## Dataset
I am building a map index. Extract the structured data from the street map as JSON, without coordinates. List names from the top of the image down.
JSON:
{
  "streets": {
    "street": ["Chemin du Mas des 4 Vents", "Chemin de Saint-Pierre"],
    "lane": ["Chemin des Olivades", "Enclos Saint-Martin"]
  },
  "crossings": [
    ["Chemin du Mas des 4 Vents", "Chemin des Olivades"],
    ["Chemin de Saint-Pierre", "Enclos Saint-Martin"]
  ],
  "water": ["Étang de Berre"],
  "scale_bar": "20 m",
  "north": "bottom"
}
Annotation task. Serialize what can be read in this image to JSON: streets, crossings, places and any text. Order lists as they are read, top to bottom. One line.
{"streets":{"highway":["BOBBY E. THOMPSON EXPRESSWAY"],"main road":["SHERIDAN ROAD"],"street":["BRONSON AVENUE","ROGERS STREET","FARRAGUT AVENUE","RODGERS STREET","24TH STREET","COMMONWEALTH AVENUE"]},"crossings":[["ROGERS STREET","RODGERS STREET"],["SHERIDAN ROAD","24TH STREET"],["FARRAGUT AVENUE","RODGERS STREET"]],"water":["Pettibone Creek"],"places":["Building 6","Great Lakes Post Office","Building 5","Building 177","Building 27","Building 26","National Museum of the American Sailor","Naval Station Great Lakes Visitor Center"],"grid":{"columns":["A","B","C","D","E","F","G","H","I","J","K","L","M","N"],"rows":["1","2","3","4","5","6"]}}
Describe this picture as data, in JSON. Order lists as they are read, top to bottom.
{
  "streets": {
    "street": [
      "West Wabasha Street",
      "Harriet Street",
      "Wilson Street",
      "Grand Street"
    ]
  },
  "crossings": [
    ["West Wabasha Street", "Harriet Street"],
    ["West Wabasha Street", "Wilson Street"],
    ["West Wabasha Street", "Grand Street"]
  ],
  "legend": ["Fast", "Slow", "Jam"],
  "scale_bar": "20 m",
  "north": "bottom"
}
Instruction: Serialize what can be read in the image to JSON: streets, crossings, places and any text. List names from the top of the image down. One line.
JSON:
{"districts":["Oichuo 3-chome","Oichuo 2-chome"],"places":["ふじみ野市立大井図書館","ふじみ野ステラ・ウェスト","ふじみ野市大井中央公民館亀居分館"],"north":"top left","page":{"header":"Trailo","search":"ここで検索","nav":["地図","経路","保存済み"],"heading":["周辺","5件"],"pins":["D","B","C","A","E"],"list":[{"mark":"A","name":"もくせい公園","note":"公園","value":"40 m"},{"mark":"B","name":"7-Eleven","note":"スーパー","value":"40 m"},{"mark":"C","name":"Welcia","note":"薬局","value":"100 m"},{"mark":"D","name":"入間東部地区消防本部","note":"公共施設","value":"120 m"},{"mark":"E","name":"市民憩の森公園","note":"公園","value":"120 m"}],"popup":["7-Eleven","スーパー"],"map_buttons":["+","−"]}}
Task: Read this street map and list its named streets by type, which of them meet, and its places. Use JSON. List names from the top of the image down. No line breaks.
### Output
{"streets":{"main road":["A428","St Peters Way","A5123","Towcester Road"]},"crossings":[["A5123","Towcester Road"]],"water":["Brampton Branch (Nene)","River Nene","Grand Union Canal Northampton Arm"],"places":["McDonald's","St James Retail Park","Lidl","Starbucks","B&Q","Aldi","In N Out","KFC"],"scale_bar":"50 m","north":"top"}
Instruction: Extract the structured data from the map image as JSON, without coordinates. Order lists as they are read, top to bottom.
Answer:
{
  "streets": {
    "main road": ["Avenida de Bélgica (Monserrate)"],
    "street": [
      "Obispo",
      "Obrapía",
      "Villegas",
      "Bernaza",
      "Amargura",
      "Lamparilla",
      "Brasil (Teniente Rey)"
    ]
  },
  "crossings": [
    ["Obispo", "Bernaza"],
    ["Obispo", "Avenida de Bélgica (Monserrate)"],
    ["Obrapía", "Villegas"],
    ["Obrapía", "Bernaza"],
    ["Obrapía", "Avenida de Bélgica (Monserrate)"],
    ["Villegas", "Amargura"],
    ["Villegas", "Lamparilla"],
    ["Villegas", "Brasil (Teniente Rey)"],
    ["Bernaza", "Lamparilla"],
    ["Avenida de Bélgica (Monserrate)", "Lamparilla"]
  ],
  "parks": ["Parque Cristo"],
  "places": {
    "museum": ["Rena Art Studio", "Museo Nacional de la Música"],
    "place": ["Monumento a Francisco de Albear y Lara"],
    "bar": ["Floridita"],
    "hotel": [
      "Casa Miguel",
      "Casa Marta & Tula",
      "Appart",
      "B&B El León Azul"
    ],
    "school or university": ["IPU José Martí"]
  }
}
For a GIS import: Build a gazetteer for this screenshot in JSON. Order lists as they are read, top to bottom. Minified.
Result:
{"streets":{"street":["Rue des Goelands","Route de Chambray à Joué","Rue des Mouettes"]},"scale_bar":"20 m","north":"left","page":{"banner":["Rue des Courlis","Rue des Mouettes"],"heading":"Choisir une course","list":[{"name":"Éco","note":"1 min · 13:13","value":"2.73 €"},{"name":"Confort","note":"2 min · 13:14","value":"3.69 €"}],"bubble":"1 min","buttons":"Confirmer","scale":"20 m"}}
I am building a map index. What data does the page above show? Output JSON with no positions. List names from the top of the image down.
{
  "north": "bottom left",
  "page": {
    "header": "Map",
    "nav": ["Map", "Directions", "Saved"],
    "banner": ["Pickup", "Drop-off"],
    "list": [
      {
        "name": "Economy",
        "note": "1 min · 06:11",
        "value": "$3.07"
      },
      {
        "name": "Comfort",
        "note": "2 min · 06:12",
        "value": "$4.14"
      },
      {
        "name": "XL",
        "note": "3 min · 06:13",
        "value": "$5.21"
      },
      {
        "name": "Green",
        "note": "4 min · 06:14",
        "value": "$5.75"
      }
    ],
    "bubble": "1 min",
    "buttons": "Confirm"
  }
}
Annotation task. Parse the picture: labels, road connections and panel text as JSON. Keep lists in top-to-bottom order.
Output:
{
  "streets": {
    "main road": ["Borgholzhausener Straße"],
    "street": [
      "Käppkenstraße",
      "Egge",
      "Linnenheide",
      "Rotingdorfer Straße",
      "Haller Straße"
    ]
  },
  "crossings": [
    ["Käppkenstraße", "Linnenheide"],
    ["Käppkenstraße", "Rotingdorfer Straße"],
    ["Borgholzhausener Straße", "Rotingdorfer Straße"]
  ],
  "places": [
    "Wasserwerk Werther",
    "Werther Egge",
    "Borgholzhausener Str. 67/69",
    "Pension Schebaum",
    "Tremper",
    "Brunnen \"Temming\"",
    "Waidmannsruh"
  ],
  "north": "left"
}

## Work required
The lines to return are those holding the string "Extract" anywhere in the listing above.

## Output for this exercise
I am building a map index. Extract the structured data from the street map as JSON, without coordinates. List names from the top of the image down.
Instruction: Extract the structured data from the map image as JSON, without coordinates. Order lists as they are read, top to bottom.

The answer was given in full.